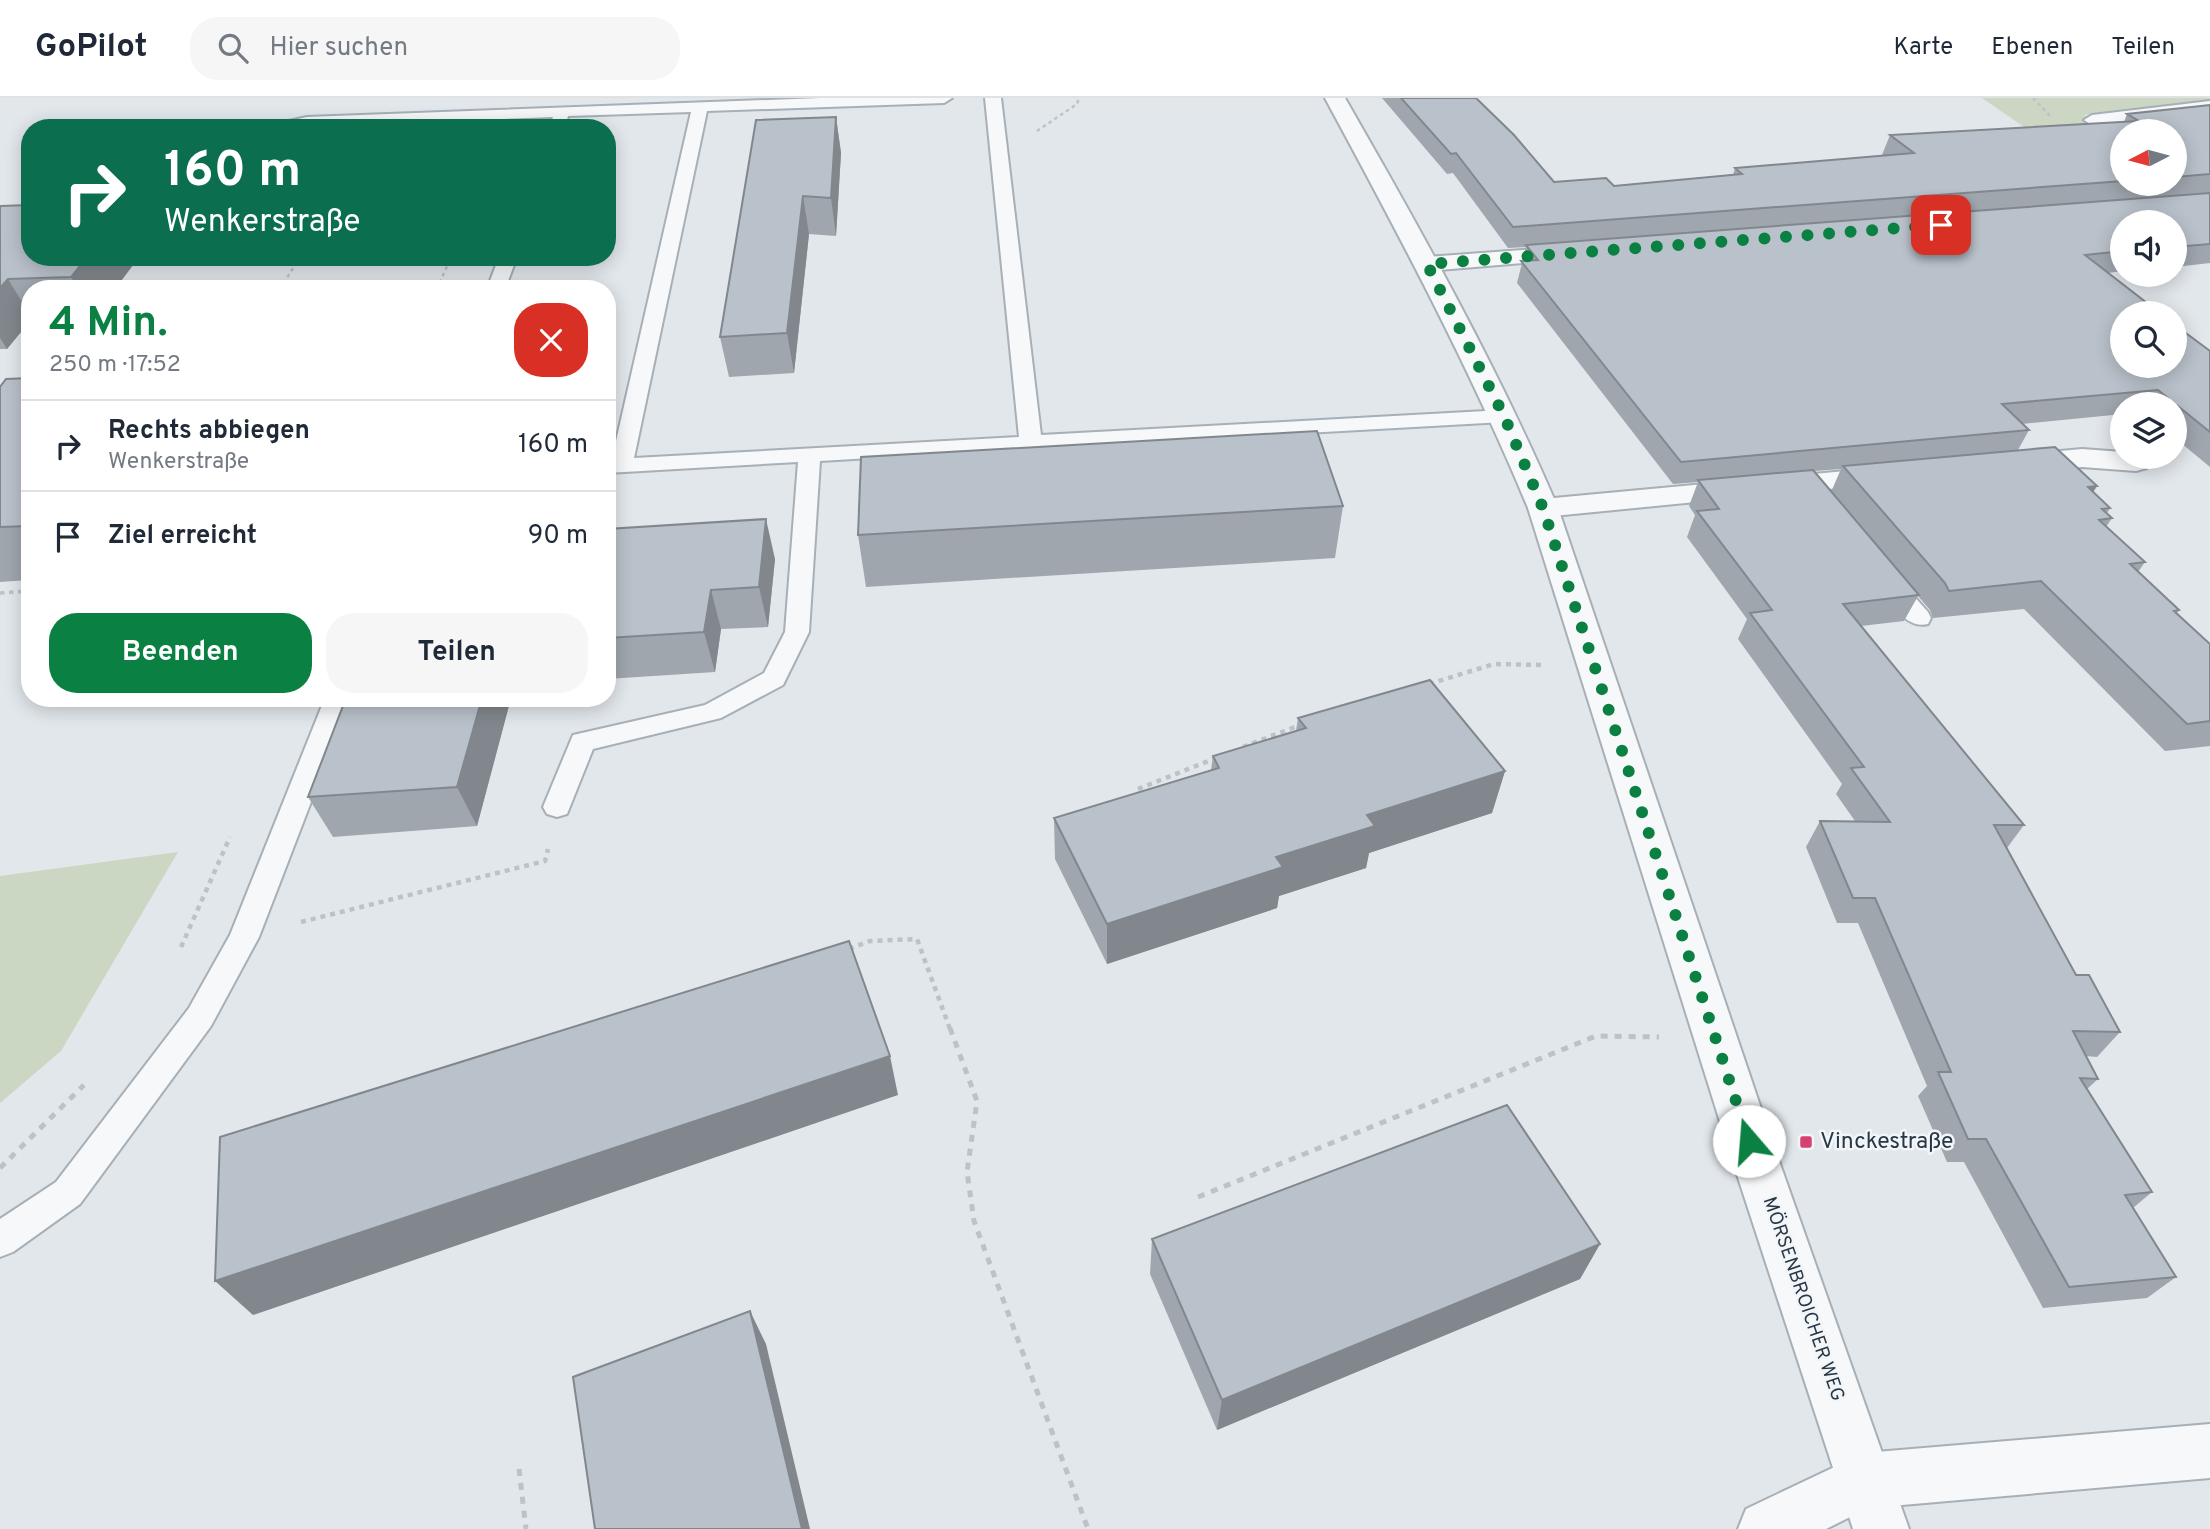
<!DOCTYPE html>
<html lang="de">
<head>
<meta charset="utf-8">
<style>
	:root { --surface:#fff; --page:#f6f6f7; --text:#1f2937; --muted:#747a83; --line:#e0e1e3; --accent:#0b8043 }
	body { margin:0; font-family:Overpass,sans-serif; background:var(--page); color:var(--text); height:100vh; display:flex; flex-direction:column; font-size:26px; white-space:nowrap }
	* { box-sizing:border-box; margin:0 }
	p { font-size:23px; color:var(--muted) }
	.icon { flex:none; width:38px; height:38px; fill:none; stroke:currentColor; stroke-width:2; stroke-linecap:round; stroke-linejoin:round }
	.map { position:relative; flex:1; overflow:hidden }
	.panel { position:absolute; left:21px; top:182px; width:595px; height:427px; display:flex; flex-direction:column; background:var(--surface); border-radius:28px; box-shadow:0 4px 18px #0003 }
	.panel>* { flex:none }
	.guide { position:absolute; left:21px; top:21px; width:595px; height:147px; border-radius:28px; box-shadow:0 4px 18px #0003; background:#0b6e4f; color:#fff; overflow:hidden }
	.needle { width:46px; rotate:264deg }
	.buttons { position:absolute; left:2110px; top:21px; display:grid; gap:14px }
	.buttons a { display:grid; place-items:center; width:77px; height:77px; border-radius:50%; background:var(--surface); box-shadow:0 4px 18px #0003; font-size:35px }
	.pin { position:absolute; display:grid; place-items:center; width:60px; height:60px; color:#fff; margin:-30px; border-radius:14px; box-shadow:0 4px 10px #0006 }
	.me { position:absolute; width:77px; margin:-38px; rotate:342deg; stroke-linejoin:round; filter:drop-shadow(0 0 5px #0008) }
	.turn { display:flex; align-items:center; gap:24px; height:147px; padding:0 28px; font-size:32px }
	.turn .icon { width:91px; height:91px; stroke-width:2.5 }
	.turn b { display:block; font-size:49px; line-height:60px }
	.round { display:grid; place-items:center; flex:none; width:74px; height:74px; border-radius:28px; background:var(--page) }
	.summary { display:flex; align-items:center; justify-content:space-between; height:119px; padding:0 28px }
	h1 { font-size:42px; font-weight:700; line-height:52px; color:var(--accent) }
	.cta { display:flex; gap:14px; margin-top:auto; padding:14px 28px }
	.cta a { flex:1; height:80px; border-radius:28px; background:var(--accent); color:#fff; font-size:28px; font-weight:700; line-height:80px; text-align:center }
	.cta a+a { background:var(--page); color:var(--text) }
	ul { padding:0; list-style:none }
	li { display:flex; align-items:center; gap:21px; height:91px; padding:0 28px; border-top:2px solid var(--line) }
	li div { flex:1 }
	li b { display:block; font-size:26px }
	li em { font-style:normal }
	header { display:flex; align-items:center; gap:42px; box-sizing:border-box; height:98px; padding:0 35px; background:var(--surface); border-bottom:2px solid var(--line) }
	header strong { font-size:33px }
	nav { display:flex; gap:38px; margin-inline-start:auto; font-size:24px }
	.search { width:490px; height:63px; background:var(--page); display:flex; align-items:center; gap:18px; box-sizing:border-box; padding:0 24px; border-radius:28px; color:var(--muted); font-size:26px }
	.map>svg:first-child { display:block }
</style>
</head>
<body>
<header>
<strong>GoPilot</strong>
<div class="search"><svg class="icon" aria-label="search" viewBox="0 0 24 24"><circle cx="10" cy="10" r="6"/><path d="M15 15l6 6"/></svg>Hier suchen</div>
<nav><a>Karte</a><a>Ebenen</a><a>Teilen</a></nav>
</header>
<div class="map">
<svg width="2210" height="1431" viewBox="0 0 2210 1431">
	<rect width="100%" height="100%" fill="#e2e7ec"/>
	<path fill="#cbd6c3" d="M1982 0H2210V3L2084 17 2123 41 2075 64Z
		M178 754 61 953 0 1005V778Z"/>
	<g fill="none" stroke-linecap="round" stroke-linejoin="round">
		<defs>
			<path id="service" d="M820 0H952L944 5 707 13 634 360 1019 339 985 0H1001L1041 337 1504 312 1511 314 1514 318 1511 322 1504 324 1039 350 1031 353 1023 351 820 363 809 534 783 587 721 620 593 651 567 716 557 719 547 716 543 709 573 637 705 607 764 575 785 534 798 364 607 375V361H612L691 14 568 18 565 30H549L553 19 268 30 270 27 307 19Z
				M2210 3V13L2092 27 2084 22 2092 17Z
				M499 159H517L505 191H487Z
				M1887 474 1895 477 1928 514 1931 520 1928 526C1905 532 1891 503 1879 487L1875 482 1879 477Z
				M325 600H351L259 839 211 928 80 1106 13 1154 0 1159V1121L56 1084 189 910 230 837Z"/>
			<path id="minor" d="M1575 148 1584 150 1587 155 1584 160 1427 173 1418 171 1415 166 1418 161 1427 159Z
				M2082 351 2123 354V359H2147L2151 364 2147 370 2136 373 2082 369 2015 375 2004 372 2000 366 2004 360 2015 357Z
				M1889 369 1900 372 1904 378 1900 384 1543 419 1532 417 1528 410 1532 403 1543 401Z
				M2210 1326V1380L1868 1410 1826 1431H1738L1746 1411 1864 1355Z"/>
			<path id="tertiary" d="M1325 0H1345C1422 134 1497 268 1558 410L1772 1043 1909 1431H1853L1726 1043 1528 410C1469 268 1398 135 1325 0Z"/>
		</defs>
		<use href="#service" stroke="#a7afb7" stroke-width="4"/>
		<use href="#minor" stroke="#a7afb7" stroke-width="4"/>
		<use href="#tertiary" stroke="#a7afb7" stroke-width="4"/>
		<path stroke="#bdc2c7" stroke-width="2.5" stroke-dasharray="3.5 3.5" stroke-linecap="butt" d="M2033 0 2052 20
			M1037 33 1077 6 1079 0
			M280 191 300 159
			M437 191 451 159"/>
		<path stroke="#bdc2c7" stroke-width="3.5" stroke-dasharray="4.5 4.5" stroke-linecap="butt" d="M0 495 30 493"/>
		<path stroke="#bdc2c7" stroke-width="4.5" stroke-dasharray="5 5" stroke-linecap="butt" d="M1429 586 1494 566 1543 567
			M1243 649 1300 627
			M1138 691 1216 660
			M301 824 545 763 548 751
			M181 849 230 739
			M849 851 870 843 917 841 950 931"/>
		<path stroke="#bdc2c7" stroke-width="5" stroke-dasharray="7 7" stroke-linecap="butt" d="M950 930 977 1003 967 1074 974 1123 1088 1431
			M0 1070 84 987
			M1198 1099 1596 938 1659 939
			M519 1371 526 1431"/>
		<use href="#service" fill="#f6f8f9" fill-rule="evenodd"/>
		<use href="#minor" fill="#f6f8f9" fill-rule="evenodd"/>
		<use href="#tertiary" fill="#f6f8f9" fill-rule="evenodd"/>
	</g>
	<path fill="#9fa6ae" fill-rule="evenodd" d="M1382 0H1476L1554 84 1614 88 1733 77 1735 70 1884 58 1882 57 1890 37 2124 24 2127 16 2210 7V165L2175 169V124H2123V173L2108 175 2210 253V369L2175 340V306H2123V316L2022 326 2029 332 2018 352 2097 388 2093 394 2110 410 2107 415 2112 420 2106 429 2145 464 2138 474 2179 512 2177 515 2210 546V648L2165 653 2024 511 1933 520 1930 512 1918 498 1904 523 1861 528 2024 727 2007 750 2076 877 2120 934 2097 959 2086 958 2098 981 2087 991 2152 1094 2133 1110 2176 1179 2147 1200 2043 1210 1964 1064H1947L1918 998 1927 988 1858 825H1837L1806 749 1820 723H1855L1836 696 1842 686 1738 541 1747 521 1687 439 1695 417 1689 408 1698 384 1673 386 1517 185 1526 149 1508 150 1453 75 1447 76ZM2123 33H2175V86H2123ZM1841 371 1831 394 1814 373Z
		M836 19 841 55 836 138 809 136 794 275 729 279 720 239Z
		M0 108 139 159 115 191H30V223L7 251H0Z
		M30 280V482L0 484V289Z
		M1343 408 1335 460 866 489 858 437Z
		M607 431 775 461 768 529 721 531 715 574 607 581Z
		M346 600H511L477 728 333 739 308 699Z
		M1298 620 1505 673 1492 715 1369 755 1366 770 1279 798 1277 810 1107 866 1055 761 1054 720 1211 672 1213 658 1296 633Z
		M1152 1141 1600 1146 1580 1181 1217 1332 1150 1176Z"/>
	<path fill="#82878d" d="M836 19 841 55 836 138 831 100Z
		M803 98 809 136 794 275 787 235Z
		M87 159H139L115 191H78L71 179Z
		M8 181 30 217V223L7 251 0 240V190Z
		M2097 388 2080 415 2088 389Z
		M766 421 775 461 768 529 759 489Z
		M711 492 721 531 715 574 704 534Z
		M482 600H511L477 728 457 689Z
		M1505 673 1492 715 1369 755 1366 770 1279 798 1277 810 1107 866V826L1276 759 1367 717Z
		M890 958 898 997 253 1217 215 1183Z
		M1600 1146 1580 1181 1217 1332 1222 1302Z
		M750 1213 766 1246 810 1431H802Z"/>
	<path fill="#b9c1ca" stroke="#82878d" stroke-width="2" d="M1401 0H1476L1514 37 1554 84 1606 80 1614 88 1742 76 1735 70 1914 55 1890 37 2139 23 2127 16 2210 7V76L2175 79V33H2123V83L1513 129 1456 55 1451 56Z
		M836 19 831 100 803 98 787 235 720 239 756 22Z
		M2210 95V146L2175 149V124H2123V153L2085 157 2160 215H2123V268H2175V227L2210 253V334L2158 292 2002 306 2029 332 1681 364 1521 163 1538 162 1526 147Z
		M30 107V159H87L71 179 8 181 0 190V108Z
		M30 280V428L0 429V289L6 281Z
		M1317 333 1343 408 858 437 861 359Z
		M2055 349 2097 388 2088 389 2110 410 2102 411 2112 420 2099 422 2145 464 2130 466 2179 512 2174 513 2210 546V623L2187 626 2041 483 1949 493 1945 485 1843 368Z
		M1813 372 1919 497 1843 506 2024 727H1994L2076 877H2089L2120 934 2073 933 2098 981 2080 980 2152 1094 2125 1097 2176 1179 2069 1189 1986 1041H1968L1938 974H1951L1875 800H1853L1820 723 1890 724 1851 670 1864 669 1750 515 1772 512 1697 413 1719 411 1698 382Z
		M766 421 759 489 711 492 704 534 607 540V431Z
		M1430 582 1505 673 1367 717 1375 728 1276 759 1283 769 1107 826 1054 720 1219 670 1213 658 1306 630 1298 620Z
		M346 600H482L457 689 308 699Z
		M849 843 890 958 215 1183 220 1039Z
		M1507 1007 1600 1146 1222 1302 1152 1141Z
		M750 1213 802 1431H595L573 1279Z"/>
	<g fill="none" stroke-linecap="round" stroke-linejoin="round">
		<path stroke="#0b8043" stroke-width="12" stroke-dasharray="0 21.6" d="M1749 1043 1543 410 1504 318 1427 166 1941 127"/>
	</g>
	<rect fill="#d6426f" stroke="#f2f6f9" stroke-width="2.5" x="1799" y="1037" width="14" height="14" rx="3.5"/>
	<g text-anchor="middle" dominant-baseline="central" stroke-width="5" stroke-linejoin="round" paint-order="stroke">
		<g font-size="19" fill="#293845" stroke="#f2f6f9">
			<text transform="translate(1803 1201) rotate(71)">MÖRSENBROICHER WEG</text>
		</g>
		<g font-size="23" fill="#293845" stroke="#f2f6f9" text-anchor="start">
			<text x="1820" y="1044">Vinckestraße</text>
		</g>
	</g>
</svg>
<div class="buttons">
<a><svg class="needle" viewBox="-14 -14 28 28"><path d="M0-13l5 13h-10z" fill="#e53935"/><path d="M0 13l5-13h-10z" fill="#747a83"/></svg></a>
<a><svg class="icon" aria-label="sound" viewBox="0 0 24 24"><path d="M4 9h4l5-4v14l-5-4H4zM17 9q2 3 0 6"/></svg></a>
<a><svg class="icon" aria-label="search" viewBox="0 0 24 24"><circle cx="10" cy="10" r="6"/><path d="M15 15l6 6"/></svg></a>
<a><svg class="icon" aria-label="layers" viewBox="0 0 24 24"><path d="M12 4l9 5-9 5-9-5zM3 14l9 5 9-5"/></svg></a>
</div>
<div class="pin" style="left:1941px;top:127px;background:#d93025"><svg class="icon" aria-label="arrive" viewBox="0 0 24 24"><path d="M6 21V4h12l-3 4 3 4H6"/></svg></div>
<svg class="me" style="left:1749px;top:1043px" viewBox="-20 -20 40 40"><circle r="19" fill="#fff"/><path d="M0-13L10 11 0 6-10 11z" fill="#0b8043"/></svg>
<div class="guide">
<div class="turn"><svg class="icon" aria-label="right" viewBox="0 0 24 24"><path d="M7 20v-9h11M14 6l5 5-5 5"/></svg><div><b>160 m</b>Wenkerstraße</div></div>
</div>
<section class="panel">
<div class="summary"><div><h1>4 Min.</h1><p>250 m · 17:52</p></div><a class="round" style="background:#d93025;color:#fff"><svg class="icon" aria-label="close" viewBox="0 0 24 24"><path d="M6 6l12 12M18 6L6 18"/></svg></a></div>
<ul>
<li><svg class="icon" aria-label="right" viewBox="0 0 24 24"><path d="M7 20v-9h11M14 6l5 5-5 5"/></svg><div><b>Rechts abbiegen</b><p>Wenkerstraße</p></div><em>160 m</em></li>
<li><svg class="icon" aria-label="arrive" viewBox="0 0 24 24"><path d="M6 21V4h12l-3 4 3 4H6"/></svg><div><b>Ziel erreicht</b></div><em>90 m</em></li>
</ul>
<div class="cta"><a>Beenden</a><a>Teilen</a></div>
</section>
</div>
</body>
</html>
☆ ☆ ☆ ☆ ☆ ☆ ☆
PROBLEM TO SOLVE -> Only the lines holding the word "body" belong in the answer; copy them from the listing above.

ANSWER BOX ->
	body { margin:0; font-family:Overpass,sans-serif; background:var(--page); color:var(--text); height:100vh; display:flex; flex-direction:column; font-size:26px; white-space:nowrap }
<body>
</body>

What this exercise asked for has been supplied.